The Escherichia coli protein YjeQ represents a protein family whose members are broadly conserved in bacteria and have been shown to be indispensable to the growth of E. coli and Bacillus subtilis [Arigoni, F., et al. (1998) Nat. Biotechnol.16, 851]. Proteins of the YjeQ family contain all sequence motifs typical of the vast class of P-loop-containing GTPases, but show a circular permutation, with a G4−G1−G3 pattern of motifs as opposed to the regular G1−G3−G4 pattern seen in most GTPases. All YjeQ family proteins display a unique domain architecture, which includes a predicted N-terminal OB-fold RNA-binding domain, the central permuted GTPase module, and a zinc knuckle-like C-terminal cysteine cluster. This domain architecture suggests a possible role for YjeQ as a regulator of translation. YjeQ was overexpressed, purified to homogeneity, and shown to contain 0.6 equiv of GDP. Steady state kinetic analyses indicated slow GTP hydrolysis, with a k_cat of 9.4 h^-1 and a K_m for GTP of 120 μM (k_cat/K_m = 21.7 M^-1 s^-1).
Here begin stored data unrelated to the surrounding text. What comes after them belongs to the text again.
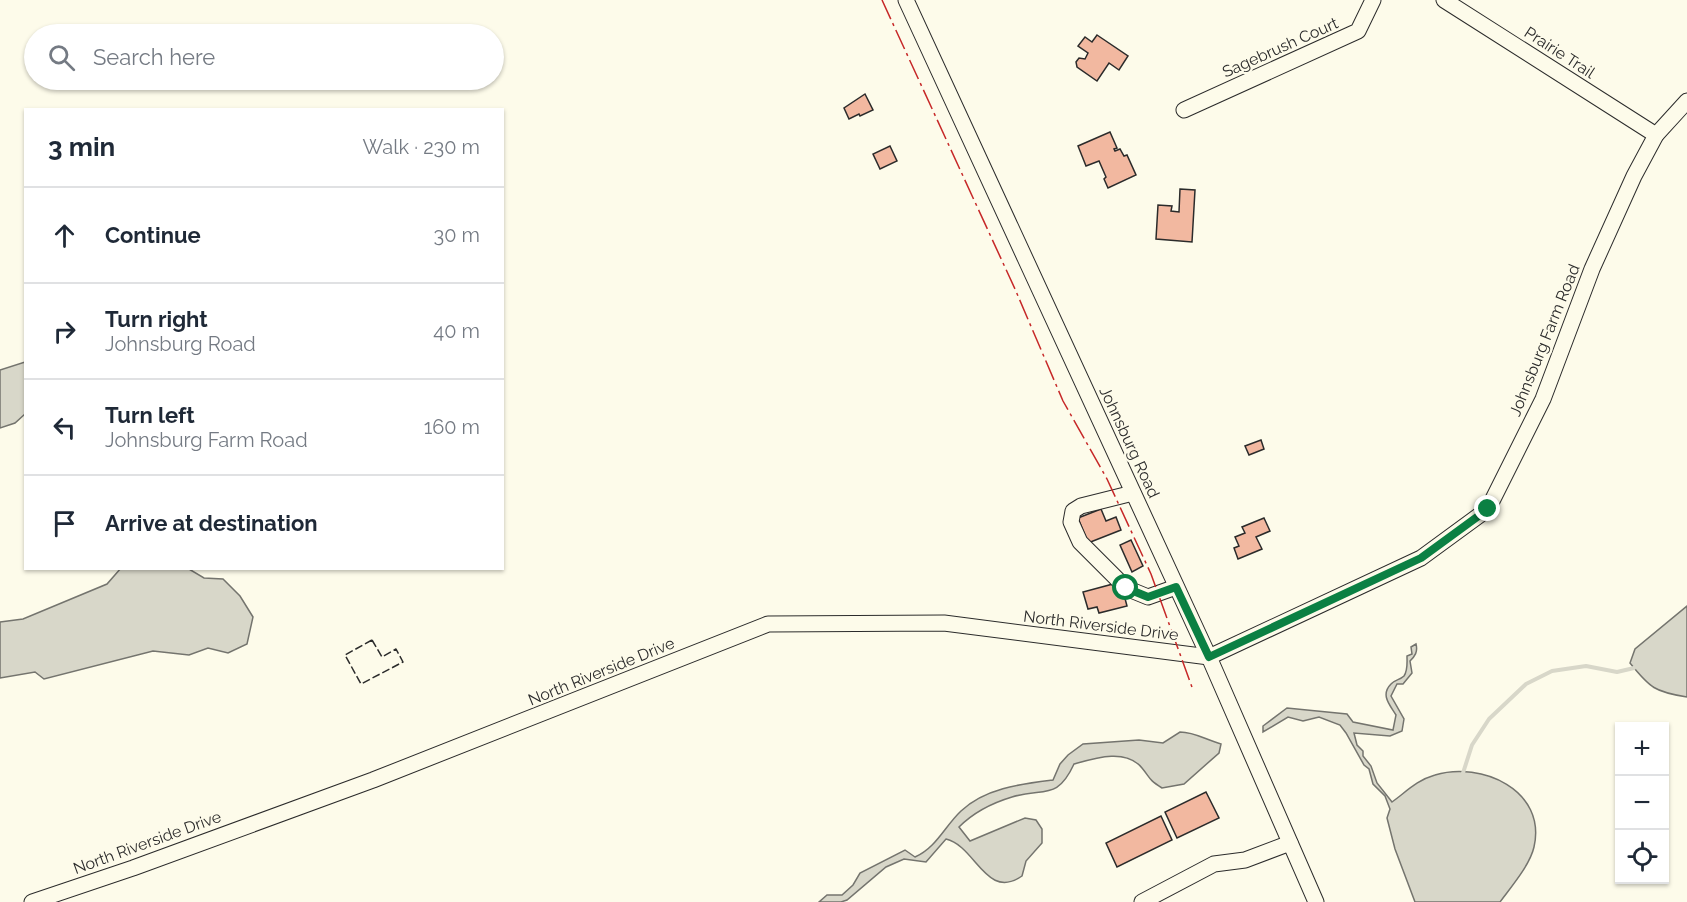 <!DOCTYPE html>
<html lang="en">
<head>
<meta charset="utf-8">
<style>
	body { margin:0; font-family:Raleway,sans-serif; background:#f2f2f3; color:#1f2937 }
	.controls { position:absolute; right:18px; bottom:18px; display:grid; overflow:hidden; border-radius:0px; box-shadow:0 2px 4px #0004 }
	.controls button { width:54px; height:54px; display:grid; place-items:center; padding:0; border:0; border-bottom:2px solid #e0e1e3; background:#fff; color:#1f2937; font:30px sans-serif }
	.stop { position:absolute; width:18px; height:18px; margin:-14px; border:4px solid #0b8043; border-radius:50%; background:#fff }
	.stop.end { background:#0b8043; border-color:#fff; box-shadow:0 2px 6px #0008 }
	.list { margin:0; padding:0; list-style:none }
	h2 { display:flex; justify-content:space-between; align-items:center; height:78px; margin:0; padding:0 24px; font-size:26px }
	h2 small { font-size:20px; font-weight:400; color:#747a83 }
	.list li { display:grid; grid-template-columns:39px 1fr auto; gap:18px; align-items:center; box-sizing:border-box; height:96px; padding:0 24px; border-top:2px solid #e0e1e3 }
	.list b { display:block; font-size:22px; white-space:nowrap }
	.list p { margin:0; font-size:20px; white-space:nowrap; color:#747a83 }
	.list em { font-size:20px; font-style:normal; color:#747a83 }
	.icon { flex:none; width:33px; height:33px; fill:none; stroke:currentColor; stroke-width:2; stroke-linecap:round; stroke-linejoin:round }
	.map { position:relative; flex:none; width:1687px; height:902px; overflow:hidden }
	.search { position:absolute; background:#fff; box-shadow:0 2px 4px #0004; left:24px; top:24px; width:480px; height:66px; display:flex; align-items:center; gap:15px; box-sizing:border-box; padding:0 21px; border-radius:33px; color:#747a83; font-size:22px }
	.panel { position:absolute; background:#fff; box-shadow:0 2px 4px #0004; left:24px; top:108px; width:480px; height:462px; border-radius:0px }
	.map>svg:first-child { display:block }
	.water { fill:#d8d7c9; stroke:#74746e; stroke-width:1.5 }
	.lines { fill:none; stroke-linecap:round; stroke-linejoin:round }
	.stream { stroke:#d8d7c9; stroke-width:4 }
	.building { fill:#f2b8a0; stroke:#2b2b2b; stroke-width:1.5 }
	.minor-casing { stroke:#2b2b2b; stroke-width:17 }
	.minor { stroke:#fdfbea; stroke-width:15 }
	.fence { stroke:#2b2b2b; stroke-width:1.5; stroke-dasharray:8 3; stroke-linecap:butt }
	.power { stroke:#c62828; stroke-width:1.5; stroke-dasharray:21 4.5 3 4.5; stroke-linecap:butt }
	.route { stroke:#0b8043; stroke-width:8 }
	.labels { text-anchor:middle; stroke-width:4.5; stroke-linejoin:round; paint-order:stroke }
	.street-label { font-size:16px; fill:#2b2b2b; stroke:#fdfbea }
</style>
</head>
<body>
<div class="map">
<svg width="1687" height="902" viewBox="0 0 1687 902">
	<rect width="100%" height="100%" fill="#fdfbea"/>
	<g class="water">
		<path d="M25 362V414L15 423 0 428V370Z"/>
		<path d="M121 568 189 569 204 578 223 579 240 596 253 617 247 644 228 653 208 648 189 655 153 651 44 679 35 672 0 678V622L23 619 107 584Z"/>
		<path d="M1687 606V697C1655 692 1650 688 1630 663L1635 649Z"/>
		<path d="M1416 644C1418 652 1415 656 1410 661L1412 673 1403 684H1397L1391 696 1404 719 1402 731 1390 736 1354 733 1357 745 1363 751V756L1371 766 1377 783 1392 802C1406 792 1417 780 1435 775 1481 761 1547 790 1534 847 1530 865 1511 887 1500 902H1415L1395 849 1387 818 1390 809 1385 796 1373 784 1369 769 1364 765 1346 733 1340 725 1319 717 1303 721 1288 717 1263 732V726L1287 708 1347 714 1353 722 1393 730 1396 715C1390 705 1380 695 1391 684 1394 680 1400 680 1404 676 1408 670 1407 663 1407 656L1412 654 1411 647Z"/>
		<path d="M1180 732C1195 732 1206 740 1221 744L1219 753 1184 784 1162 788C1148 779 1151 779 1142 768 1126 748 1095 758 1074 764 1057 801 1044 787 1012 797 992 803 973 813 959 827L970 841 1025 818 1036 820 1042 829V843L1026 861 1022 876C986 901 976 846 946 839L926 862 904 859 886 867 847 900 841 902H819L827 895H842L853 885 860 873 905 850 915 857C936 848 945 826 961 811 985 788 1021 784 1053 780L1060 764 1068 755 1083 744 1139 740 1163 743Z"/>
	</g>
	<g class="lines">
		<path class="stream" d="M1463 773 1472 745 1489 719 1526 684 1552 671 1586 666 1617 672 1634 668"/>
	</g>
	<g class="building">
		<path d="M1097 35 1128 56 1119 70 1109 63 1097 81 1077 67 1076 62 1079 58 1085 59 1088 53 1078 46 1085 37 1092 42Z"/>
		<path d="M865 94 873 110 860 116 859 114 849 119 844 108Z"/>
		<path d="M1110 132 1117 148 1114 149 1115 151 1120 149 1124 156 1127 155 1136 175 1108 188 1104 179 1106 177 1099 161 1086 166 1078 146Z"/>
		<path d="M890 146 897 161 880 169 873 154Z"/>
		<path d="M1180 189 1195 190 1192 242 1156 239 1158 205 1172 206 1171 211 1179 212Z"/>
		<path d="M1261 440 1264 449 1249 455 1245 446Z"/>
		<path d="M1101 509 1106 521 1116 517 1121 530 1088 543 1078 518Z"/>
		<path d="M1264 518 1270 531 1256 537 1262 549 1238 559 1234 548 1239 546 1235 537 1245 533 1242 527Z"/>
		<path d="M1131 540 1143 566 1132 572 1120 545Z"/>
		<path d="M1113 584 1116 593 1123 591 1127 606 1099 613 1097 607 1088 609 1083 592Z"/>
		<path d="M1206 792 1219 818 1177 838 1165 812Z"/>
		<path d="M1161 816 1172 840 1117 867 1106 843Z"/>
	</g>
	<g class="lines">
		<defs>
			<g id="minor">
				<path d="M906 0 1209 657 1316 902"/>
				<path d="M1444 0 1656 135"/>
				<path d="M1184 110 1358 31 1373 0"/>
				<path d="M1133 493 1081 506 1073 511 1071 522 1080 542 1126 588 1148 597 1176 587"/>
				<path d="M32 902 133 868 373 780 768 624 944 623 1209 657 1421 558 1488 509 1543 399 1592 269 1634 176 1656 135 1687 101"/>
				<path d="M1142 902 1214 864 1245 860 1290 843"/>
			</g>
		</defs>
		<use href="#minor" class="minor-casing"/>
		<use href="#minor" class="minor"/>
		<path class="fence" d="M372 640 382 657 396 649 403 662 361 684 345 655Z"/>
		<path class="power" d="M882 0 1015 289 1063 401 1107 479 1151 574 1193 690"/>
	</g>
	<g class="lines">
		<path class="route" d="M1126 588 1148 597 1176 587 1209 657 1421 558 1488 509"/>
	</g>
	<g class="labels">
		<g class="street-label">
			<text transform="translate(1280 47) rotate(-24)" y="6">Sagebrush Court</text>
			<text transform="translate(1560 52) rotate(33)" y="6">Prairie Trail</text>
			<text transform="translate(1544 340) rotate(-68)" y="6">Johnsburg Farm Road</text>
			<text transform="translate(1130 442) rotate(65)" y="6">Johnsburg Road</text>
			<text transform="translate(1101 625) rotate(7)" y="6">North Riverside Drive</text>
			<text transform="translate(601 671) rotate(-22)" y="6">North Riverside Drive</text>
			<text transform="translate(147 842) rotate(-20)" y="6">North Riverside Drive</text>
		</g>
	</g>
</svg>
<div class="controls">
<button>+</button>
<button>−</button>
<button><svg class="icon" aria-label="locate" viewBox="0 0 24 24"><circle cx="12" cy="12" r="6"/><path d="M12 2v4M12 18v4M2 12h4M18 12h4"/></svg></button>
</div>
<div class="stop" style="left:1126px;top:588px"></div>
<div class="stop end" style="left:1488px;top:509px"></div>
<div class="search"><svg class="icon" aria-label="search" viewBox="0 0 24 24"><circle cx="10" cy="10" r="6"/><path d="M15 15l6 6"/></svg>Search here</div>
<section class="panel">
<h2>3 min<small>Walk · 230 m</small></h2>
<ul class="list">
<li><svg class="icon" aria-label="ahead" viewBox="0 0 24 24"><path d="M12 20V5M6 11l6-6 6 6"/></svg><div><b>Continue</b></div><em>30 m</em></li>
<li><svg class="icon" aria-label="right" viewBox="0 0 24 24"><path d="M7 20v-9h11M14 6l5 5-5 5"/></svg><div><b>Turn right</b><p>Johnsburg Road</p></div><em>40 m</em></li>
<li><svg class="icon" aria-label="left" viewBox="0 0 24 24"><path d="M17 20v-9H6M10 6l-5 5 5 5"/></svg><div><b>Turn left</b><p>Johnsburg Farm Road</p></div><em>160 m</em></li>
<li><svg class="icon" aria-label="arrive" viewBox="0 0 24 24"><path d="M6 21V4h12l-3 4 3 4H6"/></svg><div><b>Arrive at destination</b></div></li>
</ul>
</section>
</div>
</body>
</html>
YjeQ also hydrolyzed other nucleoside triphosphates and deoxynucleotide triphosphates such as ATP, ITP, and CTP with specificity constants (k_cat/K_m) ranging from 0.2 to 1.0 M^-1 s^-1. Pre-steady state kinetic analysis of YjeQ revealed a burst of nucleotide hydrolysis for GTP described by a first-order rate constant of 100 s^-1 as compared to a burst rate of 0.2 s^-1 for ATP. In addition, a variant in the G1 motif of YjeQ (S221A) was substantially impaired for GTP hydrolysis (0.3 s^-1) with a less significant impact on the steady state rate (1.8 h^-1). In summary, E. coli YjeQ is an unusual, circularly permuted P-loop-containing GTPase, which catalyzes GTP hydrolysis at a rate 45 000 times greater than that of turnover.